_Supplied data_.
-*-

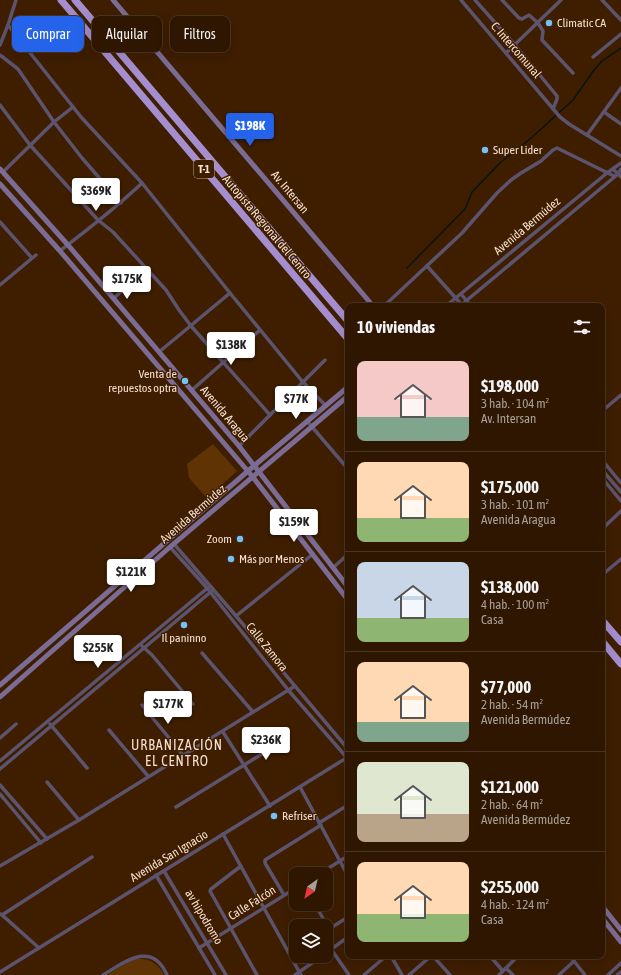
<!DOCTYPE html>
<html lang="es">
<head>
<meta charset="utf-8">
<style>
	body { margin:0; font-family:"Asap Condensed",sans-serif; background:#3b230f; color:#f1f3f6; height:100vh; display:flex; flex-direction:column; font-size:15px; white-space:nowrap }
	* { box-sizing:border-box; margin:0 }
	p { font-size:13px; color:#a79f99 }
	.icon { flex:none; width:22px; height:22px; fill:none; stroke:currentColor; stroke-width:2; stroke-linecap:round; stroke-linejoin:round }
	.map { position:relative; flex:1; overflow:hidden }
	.panel { position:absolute; left:345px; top:303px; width:260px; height:656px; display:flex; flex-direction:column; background:#2f1600; border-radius:8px; box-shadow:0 4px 16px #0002,0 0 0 1px #4a3522 }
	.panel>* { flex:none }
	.top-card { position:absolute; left:12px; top:16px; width:273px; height:36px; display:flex; gap:8px }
	.needle { width:26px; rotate:214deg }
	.controls { position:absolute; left:289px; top:867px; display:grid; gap:8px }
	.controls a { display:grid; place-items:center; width:44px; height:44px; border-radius:8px; background:#2f1600; box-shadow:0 4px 16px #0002,0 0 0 1px #4a3522; font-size:20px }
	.price { position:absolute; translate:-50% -34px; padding:0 9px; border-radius:4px; background:#fff; color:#222; font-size:13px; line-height:26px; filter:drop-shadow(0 1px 2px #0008) }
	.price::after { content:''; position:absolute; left:50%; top:24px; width:12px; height:9px; margin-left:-6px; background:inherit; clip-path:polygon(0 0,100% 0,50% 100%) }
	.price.on { background:#2563eb; color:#fff }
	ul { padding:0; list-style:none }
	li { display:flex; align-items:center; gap:12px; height:100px; padding:0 12px }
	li+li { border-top:1px solid #4a3522 }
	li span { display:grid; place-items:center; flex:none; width:112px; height:80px; border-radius:8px; color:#555 }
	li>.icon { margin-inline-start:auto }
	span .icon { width:48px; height:48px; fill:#fffc; stroke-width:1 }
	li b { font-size:17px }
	h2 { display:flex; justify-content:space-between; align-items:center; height:48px; padding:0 12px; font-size:17px }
	.chip { padding:0 14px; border-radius:8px; background:#2f1600; box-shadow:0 4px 16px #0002,0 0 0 1px #4a3522; font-size:14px; line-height:36px }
	.chip.on { background:#2563eb; color:#fff }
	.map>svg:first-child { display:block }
</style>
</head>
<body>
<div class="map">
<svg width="621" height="975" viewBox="0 0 621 975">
	<rect width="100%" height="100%" fill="#3f1e00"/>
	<g fill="#5f3304">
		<path d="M213 444 237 471 207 498 189 478 187 464Z"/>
		<path d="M134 959C148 958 157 962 164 975H107Z"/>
	</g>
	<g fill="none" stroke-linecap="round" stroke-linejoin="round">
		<path stroke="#071411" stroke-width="1.5" d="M407 268 465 209 472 192 501 162 530 139 573 100 594 70 602 61 621 48"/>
		<g stroke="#5c546e" stroke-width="3.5">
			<path d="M461 0 560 117 569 124 621 156"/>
			<path d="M475 0 515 45 557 96V99L553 109"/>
			<path d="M502 0 519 18 522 19 529 15 538 23 543 31 542 40 573 73"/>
			<path d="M602 0 621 20"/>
			<path d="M8 25 81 117 142 183 230 293 302 381 326 406"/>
			<path d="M0 45 8 25 16 0"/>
			<path d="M506 53 561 0"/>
			<path d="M0 55 18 69 54 122 82 158 121 203"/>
			<path d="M593 57 621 34"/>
			<path d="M0 105 30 145 98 220 113 232 166 290 179 310 191 326 270 415"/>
			<path d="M604 112 621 124"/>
			<path d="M587 135 621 88"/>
			<path d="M613 169 621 177"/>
			<path d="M3 172 54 122 73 107"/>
			<path d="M0 222 32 258"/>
			<path d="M60 251C88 229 116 208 142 183"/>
			<path d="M427 266 462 305"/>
			<path d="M0 285 36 255"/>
			<path d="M461 294 471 306"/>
			<path d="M114 298 146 269"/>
			<path d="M384 306 462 233 497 193 511 180 521 173 541 161 553 150 557 148 614 176"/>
			<path d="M446 306 607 173 621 163"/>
			<path d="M460 306 618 174 621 169"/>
			<path d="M159 352 230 293"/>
			<path d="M192 390 260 330"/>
			<path d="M602 411 621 395"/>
			<path d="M307 421 348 469"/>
			<path d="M239 446 325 360"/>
			<path d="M602 460 621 483"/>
			<path d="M602 470 621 492"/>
			<path d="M602 478 621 501"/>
			<path d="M602 529 621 511"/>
			<path d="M174 544 236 616 348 749"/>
			<path d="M170 547 207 588 289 691 348 759"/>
			<path d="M333 568 348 554"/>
			<path d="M602 575 621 559"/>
			<path d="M236 616 313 554"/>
			<path d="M142 646 152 655 193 704"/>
			<path d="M202 653 253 712"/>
			<path d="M142 705 183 755"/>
			<path d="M50 724 87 768"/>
			<path d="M109 730 148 776"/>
			<path d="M223 732 270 806"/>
			<path d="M0 738 16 724"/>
			<path d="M0 761 210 586"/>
			<path d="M0 769 213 590"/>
			<path d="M47 782 79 820"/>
			<path d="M0 785 47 839"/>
			<path d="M300 787 348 876"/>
			<path d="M0 794 41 843"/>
			<path d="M176 807 283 741"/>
			<path d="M319 823 348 805"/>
			<path d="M223 834 301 975"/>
			<path d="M0 866 79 820 295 686"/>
			<path d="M241 866 211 889 210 891 257 975"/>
			<path d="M164 871 226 975"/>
			<path d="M319 874 348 856"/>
			<path d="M156 875 215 975"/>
			<path d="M284 895 265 863V860L321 825"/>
			<path d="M315 904 329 929"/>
			<path d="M1 914 39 948"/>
			<path d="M2 915 92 857"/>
			<path d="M326 931 348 917"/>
			<path d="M199 948 296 888"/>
			<path d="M331 949 349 975"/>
			<path d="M289 953 296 949"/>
			<path d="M326 953 348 937"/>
			<path d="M391 956 402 975"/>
			<path d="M433 956 450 975"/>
			<path d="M490 956 503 971"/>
			<path d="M570 956 585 975"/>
			<path d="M506 968 513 975"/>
			<path d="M0 972 348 757"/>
			<path d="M103 975C125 962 152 940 167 975"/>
			<path d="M295 975 322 956"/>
			<path d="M364 975 386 956"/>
			<path d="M409 975 431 956"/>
			<path d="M499 975 518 956"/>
			<path d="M559 975 574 961"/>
			<path d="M608 975 621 963"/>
			<path d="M617 975 621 972"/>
		</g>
		<g stroke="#7a6c95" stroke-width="5">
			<path d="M113 0 373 306"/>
			<path d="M0 169 68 245 239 446 348 587"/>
			<path d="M0 184 60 251 252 476 348 600"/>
			<path d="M0 685 255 465 348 387"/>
			<path d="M0 697 170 547 348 396"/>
			<path d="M602 906 621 930"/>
			<path d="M602 918 621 942"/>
		</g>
		<g stroke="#a58ecf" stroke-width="7">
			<path d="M61 0 348 339"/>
			<path d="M75 0 348 321"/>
			<path d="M602 620 621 642"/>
			<path d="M602 641 621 664"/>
		</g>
	</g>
	<g fill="#73c1f5" stroke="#3f1e00" stroke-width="1.5">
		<circle cx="549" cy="23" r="4"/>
		<circle cx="485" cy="150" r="4"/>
		<circle cx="185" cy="381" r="4"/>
		<circle cx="240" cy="539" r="4"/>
		<circle cx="231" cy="559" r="4"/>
		<circle cx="184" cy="625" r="4"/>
		<circle cx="274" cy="816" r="4"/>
	</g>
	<g text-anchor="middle" stroke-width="3" stroke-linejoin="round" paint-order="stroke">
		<rect fill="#3f1e00" stroke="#c0a691" stroke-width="1" x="194" y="160" width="20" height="18" rx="3"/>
		<g font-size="11" font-weight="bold" fill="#f7e0cf">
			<text x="204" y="173">T-1</text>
		</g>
		<g font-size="12" fill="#f7e0cf" stroke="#3f1e00" text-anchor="start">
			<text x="557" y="27">Climatic CA</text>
			<text x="493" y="154">Super Lider</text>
			<text x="177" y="378" text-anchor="end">Venta de<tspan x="177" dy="14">repuestos optra</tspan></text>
			<text x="232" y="543" text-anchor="end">Zoom</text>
			<text x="239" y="563">Más por Menos</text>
			<text x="184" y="642" text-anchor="middle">Il paninno</text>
			<text x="282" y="820">Refriser</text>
		</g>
		<g font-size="12" fill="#f7e0cf" stroke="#3f1e00">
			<text transform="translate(516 50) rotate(49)" y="4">C. Intercomunal</text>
			<text transform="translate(290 192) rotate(50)" y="4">Av. Intersan</text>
			<text transform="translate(527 226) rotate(-40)" y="4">Avenida Bermúdez</text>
			<text transform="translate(267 227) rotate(50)" y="4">Autopista Regional del Centro</text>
			<text transform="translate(225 414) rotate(50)" y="4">Avenida Aragua</text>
			<text transform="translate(193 514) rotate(-41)" y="4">Avenida Bermúdez</text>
			<text transform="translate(267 647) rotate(51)" y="4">Calle Zamora</text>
			<text transform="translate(169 856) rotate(-31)" y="4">Avenida San Ignacio</text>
			<text transform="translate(252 903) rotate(-32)" y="4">Calle Falcón</text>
			<text transform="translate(204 917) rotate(59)" y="4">av hipodromo</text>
		</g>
		<g font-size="14" letter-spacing="1" fill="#f7e0cf" stroke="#3f1e00">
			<text x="177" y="750">URBANIZACIÓN<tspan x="177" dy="16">EL CENTRO</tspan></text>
		</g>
	</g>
</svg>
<div class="controls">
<a><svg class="needle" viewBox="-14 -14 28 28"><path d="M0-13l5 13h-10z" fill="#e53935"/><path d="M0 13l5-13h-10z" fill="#a79f99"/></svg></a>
<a><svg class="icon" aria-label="layers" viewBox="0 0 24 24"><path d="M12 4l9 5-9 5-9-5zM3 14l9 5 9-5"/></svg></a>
</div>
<b class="price on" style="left:250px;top:147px">$198K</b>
<b class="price" style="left:96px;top:212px">$369K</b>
<b class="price" style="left:127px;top:300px">$175K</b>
<b class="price" style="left:231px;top:366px">$138K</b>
<b class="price" style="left:296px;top:420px">$77K</b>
<b class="price" style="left:294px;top:543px">$159K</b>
<b class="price" style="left:131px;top:593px">$121K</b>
<b class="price" style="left:98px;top:669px">$255K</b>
<b class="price" style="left:168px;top:725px">$177K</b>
<b class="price" style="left:266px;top:761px">$236K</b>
<div class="top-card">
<a class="chip on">Comprar</a>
<a class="chip">Alquilar</a>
<a class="chip">Filtros</a>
</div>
<section class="panel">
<h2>10 viviendas<svg class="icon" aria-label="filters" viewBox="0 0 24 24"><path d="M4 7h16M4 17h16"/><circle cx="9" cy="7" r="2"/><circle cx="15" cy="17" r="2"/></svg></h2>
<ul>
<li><span style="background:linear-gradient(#f6c9c9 70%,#7fa58c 0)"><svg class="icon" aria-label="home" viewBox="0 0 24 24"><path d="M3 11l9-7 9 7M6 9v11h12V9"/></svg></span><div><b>$198,000</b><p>3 hab. · 104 m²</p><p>Av. Intersan</p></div></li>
<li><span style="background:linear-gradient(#ffd9b3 70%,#8fb573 0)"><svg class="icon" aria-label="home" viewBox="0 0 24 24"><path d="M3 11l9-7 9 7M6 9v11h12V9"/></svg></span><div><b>$175,000</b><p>3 hab. · 101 m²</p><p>Avenida Aragua</p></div></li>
<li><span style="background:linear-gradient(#c9d6e8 70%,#8fb573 0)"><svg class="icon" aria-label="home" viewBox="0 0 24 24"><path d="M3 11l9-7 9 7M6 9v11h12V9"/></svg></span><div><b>$138,000</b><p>4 hab. · 100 m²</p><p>Casa</p></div></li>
<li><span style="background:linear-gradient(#ffd9b3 75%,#7fa58c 0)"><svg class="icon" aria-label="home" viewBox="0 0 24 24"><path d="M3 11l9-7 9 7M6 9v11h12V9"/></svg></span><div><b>$77,000</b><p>2 hab. · 54 m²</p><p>Avenida Bermúdez</p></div></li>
<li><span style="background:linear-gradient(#dfe7d0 65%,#b9a48a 0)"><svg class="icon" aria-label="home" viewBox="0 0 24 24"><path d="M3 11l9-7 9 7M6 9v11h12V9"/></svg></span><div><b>$121,000</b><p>2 hab. · 64 m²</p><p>Avenida Bermúdez</p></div></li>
<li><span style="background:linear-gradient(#ffd9b3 65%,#8fb573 0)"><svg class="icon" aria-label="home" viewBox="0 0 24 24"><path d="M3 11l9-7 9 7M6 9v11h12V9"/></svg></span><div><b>$255,000</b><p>4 hab. · 124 m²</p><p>Casa</p></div></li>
</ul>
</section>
</div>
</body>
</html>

-*-

_What you should do_.
Copy out the lines above exactly, beginning at the one that contains "position:absolute; left:345px; top:303px;" and ending at the one that contains "position:absolute; left:289px; top:867px;".

_Final answer_.
	.panel { position:absolute; left:345px; top:303px; width:260px; height:656px; display:flex; flex-direction:column; background:#2f1600; border-radius:8px; box-shadow:0 4px 16px #0002,0 0 0 1px #4a3522 }
	.panel>* { flex:none }
	.top-card { position:absolute; left:12px; top:16px; width:273px; height:36px; display:flex; gap:8px }
	.needle { width:26px; rotate:214deg }
	.controls { position:absolute; left:289px; top:867px; display:grid; gap:8px }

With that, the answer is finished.